Sub‐THz Response of Strained‐Silicon MODFETs

Abstract

Plasma waves in gated 2‐D systems can be used to detect THz electromagnetic radiation. This work reports on a two‐dimensional hydrodynamic‐model (HDM) applied to investigate the sub‐THz photovoltaic response of Schottky‐gated strained‐Si MODFETs. TCAD simulation results are validated through comparison with measurements on the transistors. Simulation and experimental results show an excellent agreement in terms of the efficiency of the transconductance. The measurement of the photovoltaic response of s‐Si MOSFETs with 100‐nm gate length is carried out at two sub‐THz frequencies: 0.15 and 0.3 THz.
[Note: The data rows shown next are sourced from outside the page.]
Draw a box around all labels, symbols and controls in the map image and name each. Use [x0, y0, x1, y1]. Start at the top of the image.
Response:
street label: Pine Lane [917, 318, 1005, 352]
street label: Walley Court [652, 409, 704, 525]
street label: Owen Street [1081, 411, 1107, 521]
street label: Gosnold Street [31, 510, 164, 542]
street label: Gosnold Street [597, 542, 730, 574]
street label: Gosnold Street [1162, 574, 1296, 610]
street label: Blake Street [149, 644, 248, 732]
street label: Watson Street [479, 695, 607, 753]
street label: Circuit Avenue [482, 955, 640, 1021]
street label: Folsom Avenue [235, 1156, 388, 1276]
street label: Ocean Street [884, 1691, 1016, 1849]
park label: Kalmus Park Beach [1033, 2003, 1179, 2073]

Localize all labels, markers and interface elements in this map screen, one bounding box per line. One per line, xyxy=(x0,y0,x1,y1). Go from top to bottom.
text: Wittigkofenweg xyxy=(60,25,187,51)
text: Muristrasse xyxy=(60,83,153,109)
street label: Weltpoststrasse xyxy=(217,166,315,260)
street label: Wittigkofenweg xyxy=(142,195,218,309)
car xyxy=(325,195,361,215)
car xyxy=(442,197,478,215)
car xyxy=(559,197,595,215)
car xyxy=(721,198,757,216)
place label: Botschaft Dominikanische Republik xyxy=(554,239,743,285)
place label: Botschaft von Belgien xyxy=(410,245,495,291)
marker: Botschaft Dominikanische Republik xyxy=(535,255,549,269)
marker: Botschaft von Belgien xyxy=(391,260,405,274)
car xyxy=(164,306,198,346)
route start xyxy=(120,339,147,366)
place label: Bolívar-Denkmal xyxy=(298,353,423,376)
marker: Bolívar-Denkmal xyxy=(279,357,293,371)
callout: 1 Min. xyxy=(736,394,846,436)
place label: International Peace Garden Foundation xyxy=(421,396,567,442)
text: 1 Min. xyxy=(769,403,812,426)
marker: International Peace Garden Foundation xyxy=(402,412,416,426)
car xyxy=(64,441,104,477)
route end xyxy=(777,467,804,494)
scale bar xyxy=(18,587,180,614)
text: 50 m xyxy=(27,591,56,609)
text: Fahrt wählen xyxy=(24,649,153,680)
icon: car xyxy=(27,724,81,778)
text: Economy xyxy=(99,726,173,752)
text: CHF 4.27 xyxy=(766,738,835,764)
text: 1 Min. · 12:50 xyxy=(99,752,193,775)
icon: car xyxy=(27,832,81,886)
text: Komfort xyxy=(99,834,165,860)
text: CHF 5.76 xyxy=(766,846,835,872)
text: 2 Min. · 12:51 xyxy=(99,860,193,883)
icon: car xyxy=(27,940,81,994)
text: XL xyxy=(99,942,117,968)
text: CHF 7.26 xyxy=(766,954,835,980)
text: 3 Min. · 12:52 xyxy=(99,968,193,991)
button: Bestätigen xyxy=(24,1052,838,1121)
The THz photovoltaic response of the transistor is implemented in TCAD, as in measurements, grounding the source, biasing the gate, and floating the drain contact while a sub‐THz sinusoidal signal is superimposed to the bias gate voltage. In agreement with measurements, a non‐resonant sub‐THz photovoltaic response is found for the simulated devices. As THz detection by any plasma wave FET depends on many parameters (device dimensions, material system, the excitation frequency, etc.), its optimization is a complex problem that needs to be addressed using physics‐based tools, like the HDM. Since the HDM is able to describe in detail the photovoltaic response, its use may be generalized to design plasma wave s‐Si MODFET detectors.